Hattie McDaniel is the first African-American woman to win an Academy Award. In 1939 she won for her performance as Mammy in Gone With The Wind. Throughout her career she faced criticism for portraying roles that some believed furthered the established stereotypes of black people to which she famously responded: “I’d rather make $700 a week playing a maid than earn $7 a day being a maid.”
Euzhan Palcy has the distinction of being the first black female director to have a film produced by a major Hollywood Studio. In 1989 her film A Dry White Season, starring the legendary Marlon Brando was produced by MGM studios. Born in Martinique, Euzhan studied at the Sorbonne and was handpicked by Robert Redford to participate in the 1984 Sundance Director’s Lab. Euzhan was also the first black woman to win a Cesar Award (the French equivalent to the Academy Awards in the US) for best first feature film for her film Sugar Cane Alley.
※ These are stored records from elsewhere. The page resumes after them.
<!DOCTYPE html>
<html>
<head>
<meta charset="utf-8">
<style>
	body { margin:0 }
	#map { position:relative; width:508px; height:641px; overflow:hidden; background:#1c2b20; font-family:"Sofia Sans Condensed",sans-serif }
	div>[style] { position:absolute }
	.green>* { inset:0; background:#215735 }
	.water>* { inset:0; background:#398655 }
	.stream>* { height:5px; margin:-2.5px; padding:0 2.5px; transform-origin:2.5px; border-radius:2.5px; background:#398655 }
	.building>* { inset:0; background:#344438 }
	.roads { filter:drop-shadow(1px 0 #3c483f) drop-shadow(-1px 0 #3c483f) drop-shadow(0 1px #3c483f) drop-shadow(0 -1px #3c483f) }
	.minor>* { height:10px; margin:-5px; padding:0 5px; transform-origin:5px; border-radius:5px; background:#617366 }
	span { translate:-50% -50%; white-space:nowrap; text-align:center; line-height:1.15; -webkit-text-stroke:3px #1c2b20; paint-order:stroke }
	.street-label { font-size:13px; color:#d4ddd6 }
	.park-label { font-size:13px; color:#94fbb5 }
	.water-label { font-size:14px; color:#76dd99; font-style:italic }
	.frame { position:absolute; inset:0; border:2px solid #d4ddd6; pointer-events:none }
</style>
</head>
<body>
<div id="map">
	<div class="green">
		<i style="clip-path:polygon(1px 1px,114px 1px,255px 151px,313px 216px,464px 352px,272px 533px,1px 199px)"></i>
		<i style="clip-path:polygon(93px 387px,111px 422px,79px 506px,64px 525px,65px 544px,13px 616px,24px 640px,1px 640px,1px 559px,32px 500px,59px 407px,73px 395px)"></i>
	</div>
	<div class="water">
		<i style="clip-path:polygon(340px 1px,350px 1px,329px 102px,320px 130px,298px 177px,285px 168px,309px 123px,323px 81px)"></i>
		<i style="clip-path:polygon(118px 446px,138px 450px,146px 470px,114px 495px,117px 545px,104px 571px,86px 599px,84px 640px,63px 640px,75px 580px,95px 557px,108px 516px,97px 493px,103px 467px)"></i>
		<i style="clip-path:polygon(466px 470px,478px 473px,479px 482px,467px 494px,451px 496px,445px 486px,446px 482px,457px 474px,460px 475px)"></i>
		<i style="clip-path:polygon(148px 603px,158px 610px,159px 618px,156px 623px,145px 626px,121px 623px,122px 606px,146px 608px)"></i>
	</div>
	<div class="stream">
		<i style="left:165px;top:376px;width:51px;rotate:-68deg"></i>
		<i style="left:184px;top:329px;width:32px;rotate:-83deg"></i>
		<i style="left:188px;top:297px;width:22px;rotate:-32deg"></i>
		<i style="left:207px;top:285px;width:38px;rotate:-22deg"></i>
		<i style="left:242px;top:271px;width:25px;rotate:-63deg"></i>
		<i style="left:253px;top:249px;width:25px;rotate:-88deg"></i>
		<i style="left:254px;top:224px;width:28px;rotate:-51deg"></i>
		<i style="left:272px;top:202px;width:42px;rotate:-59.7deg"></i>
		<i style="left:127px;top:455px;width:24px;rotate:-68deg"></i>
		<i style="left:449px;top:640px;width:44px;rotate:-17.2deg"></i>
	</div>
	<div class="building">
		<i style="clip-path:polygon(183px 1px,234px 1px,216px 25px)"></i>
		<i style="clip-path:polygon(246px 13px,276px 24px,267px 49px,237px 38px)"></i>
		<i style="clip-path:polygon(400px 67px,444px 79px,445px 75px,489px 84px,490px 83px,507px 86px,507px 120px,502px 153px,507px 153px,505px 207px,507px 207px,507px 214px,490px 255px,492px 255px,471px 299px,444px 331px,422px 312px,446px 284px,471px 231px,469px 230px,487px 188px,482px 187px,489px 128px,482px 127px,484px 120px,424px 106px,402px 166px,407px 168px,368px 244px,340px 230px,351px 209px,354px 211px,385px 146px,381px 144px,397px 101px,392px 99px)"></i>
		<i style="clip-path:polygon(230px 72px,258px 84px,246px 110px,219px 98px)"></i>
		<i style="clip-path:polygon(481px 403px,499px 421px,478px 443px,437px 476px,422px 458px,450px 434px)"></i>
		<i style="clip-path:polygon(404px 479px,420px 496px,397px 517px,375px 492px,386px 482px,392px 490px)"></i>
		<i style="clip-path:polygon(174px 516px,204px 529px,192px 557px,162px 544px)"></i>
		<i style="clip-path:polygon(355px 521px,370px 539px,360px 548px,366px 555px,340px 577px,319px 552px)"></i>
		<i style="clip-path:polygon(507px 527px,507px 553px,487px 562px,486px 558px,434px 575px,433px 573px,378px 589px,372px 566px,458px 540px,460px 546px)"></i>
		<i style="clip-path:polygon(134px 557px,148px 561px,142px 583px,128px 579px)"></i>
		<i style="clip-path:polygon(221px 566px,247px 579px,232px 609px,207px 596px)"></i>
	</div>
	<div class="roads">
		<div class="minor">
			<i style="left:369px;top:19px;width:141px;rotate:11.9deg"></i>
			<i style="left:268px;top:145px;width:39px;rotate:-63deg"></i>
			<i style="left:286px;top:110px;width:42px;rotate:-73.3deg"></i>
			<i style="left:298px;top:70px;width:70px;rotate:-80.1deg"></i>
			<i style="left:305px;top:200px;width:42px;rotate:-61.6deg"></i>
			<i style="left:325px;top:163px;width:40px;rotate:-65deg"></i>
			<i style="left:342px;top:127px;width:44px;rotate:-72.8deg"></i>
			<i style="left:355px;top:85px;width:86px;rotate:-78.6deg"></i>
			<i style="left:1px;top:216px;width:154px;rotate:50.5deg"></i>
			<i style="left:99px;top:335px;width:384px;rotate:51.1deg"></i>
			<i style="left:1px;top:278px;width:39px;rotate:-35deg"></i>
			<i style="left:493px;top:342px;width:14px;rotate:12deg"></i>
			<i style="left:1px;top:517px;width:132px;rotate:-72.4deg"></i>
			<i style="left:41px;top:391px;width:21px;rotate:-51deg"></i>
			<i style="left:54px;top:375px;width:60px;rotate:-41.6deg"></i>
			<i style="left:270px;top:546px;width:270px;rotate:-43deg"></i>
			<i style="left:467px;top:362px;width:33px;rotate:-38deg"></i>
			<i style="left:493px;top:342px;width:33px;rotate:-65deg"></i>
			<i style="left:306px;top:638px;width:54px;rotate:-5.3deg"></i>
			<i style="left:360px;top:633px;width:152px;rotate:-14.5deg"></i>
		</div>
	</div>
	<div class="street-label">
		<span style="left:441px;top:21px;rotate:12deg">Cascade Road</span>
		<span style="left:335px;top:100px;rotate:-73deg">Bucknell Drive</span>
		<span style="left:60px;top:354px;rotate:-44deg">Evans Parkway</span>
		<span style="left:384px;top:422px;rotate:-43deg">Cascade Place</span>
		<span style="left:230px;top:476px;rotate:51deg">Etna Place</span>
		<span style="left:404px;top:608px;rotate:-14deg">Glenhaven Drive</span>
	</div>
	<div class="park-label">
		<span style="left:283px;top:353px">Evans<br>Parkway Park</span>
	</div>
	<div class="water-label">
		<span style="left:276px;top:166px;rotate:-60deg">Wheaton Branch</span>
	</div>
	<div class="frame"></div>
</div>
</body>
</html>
Darnell Martin is the first African-American woman to write and direct a feature film for a major Hollywood studio. In 1994 Columbia Pictures released I Like It Like That, starring Lauren Velez, Lisa Vidal, and Rita Moreno. The film was a critical success and solidified Darnell as a director with talent and finesse.
Halle Berry is the first African-American woman to win the Academy Award for Best Actress. She was awarded in 2002 for her role in the film Monster’s Ball. In her famously emotional acceptance speech, Halle paid homage to the black actresses that paved the way for her win, including her idol Dorothy Dandridge. In 1999 Halle portrayed Dandridge in the HBO film Introducing Dorothy Dandridge. For her role she was awarded the Emmy, Golden Globe and Screen Actors Guild Awards.
Debra Chase is the first African-American woman to have a solo producing deal with a major studio. She ran both Denzel Washington’s and Whitney Houston’s production companies before forming her own, Martin Chase Productions in 2000. Debra’s producing credits include Sisterhood of the Traveling Pants, Just Wright, and Sparkle (2012).
Ava DuVernay founded AFFRM, the African-American Film Festival Releasing Movement. AFFRM is a film distribution model that works with film festival organizations to orchestrate theatrical releases for two independent films a year. AFFRMs first release, the critically acclaimed I Will Follow, was written and directed by Ava. In 2012 she made history when she became the first African-American woman to win the Best US Director Award at the Sundance Film Festival. She received the award for her second feature film, Middle of Nowhere.
What other historic women in film will you celebrate?